On Thursday, 28 November 2019 at 04:23:21 UTC, Nick Sabalausky
(Abscissa) wrote:
1. I find the text size to be exactly what I wish most sites
would use. Most sites just assume everyone's on some kind of
"Apple iSuperMini for Oompa-Loompas With The Fingers of
Five-Year-Olds" and crank up the font size to absurd levels to
compensate. The result is not merely an enormously waste of
screen real-estate on a form factor notorious for every last
millimeter being crucial, but the fonts themselves actually
manage to be uncomfortably large to read in the first place.
The problem you describe my be a real one, but the solution
presented by this version of the forum is not any better because
it makes the text very hard to read on devices with high pixel
density. It is possible to have the fontsize depend on the
devices pixel density, which would be a much better solution.

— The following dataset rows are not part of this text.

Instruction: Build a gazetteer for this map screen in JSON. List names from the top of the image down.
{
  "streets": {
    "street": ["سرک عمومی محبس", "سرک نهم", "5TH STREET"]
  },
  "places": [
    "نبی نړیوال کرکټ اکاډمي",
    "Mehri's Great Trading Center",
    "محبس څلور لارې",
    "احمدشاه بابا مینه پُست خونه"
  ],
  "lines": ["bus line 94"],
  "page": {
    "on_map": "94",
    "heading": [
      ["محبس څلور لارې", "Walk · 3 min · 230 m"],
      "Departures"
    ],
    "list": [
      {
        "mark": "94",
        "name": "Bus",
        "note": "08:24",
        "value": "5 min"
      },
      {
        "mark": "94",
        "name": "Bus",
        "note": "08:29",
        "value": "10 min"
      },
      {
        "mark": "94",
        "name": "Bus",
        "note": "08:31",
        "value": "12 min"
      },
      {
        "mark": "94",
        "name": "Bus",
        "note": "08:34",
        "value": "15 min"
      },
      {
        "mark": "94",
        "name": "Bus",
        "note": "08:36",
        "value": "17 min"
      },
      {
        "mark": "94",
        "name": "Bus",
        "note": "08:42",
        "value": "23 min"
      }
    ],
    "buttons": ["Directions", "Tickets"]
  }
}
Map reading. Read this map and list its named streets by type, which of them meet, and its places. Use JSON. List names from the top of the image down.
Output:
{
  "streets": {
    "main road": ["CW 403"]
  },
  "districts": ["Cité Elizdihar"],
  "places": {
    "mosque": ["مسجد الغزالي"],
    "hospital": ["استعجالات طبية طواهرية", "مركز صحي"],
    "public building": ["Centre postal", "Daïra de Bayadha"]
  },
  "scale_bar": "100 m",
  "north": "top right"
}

2. The only reason extra margins would be needed on the actual
post-viewing pages would be as a workaround for those goofy
phones with the nonsensical misfeature of "edge-to-edge"
screens the manufacturers have been trying to push (just
because they can, and because they figure its harder for their
competitors to copy). Handheld touchscreens obviously
need borders (that's just basic HCI common-sense), and requests
for applications/websites to add them back in just proves its
nothing more than a glaring flaw of the phone itself. People
with better practicality-oriented phones shouldn't have to
sacrifice their own perfectly usable real estate just because
of some *other* phones' MBA-driven lunacy.
That is missing the point in my opinion. Margins are important
for visual separation and to create focus. My iPhone 8 has
borders around the screen, but having text stick directly to this
border makes it very hard to read. Having an additional white
border is much more comfortable. This is also something that has
been established for a very long time. There is a reason that
basically every medium in existence uses margins like that (e.g.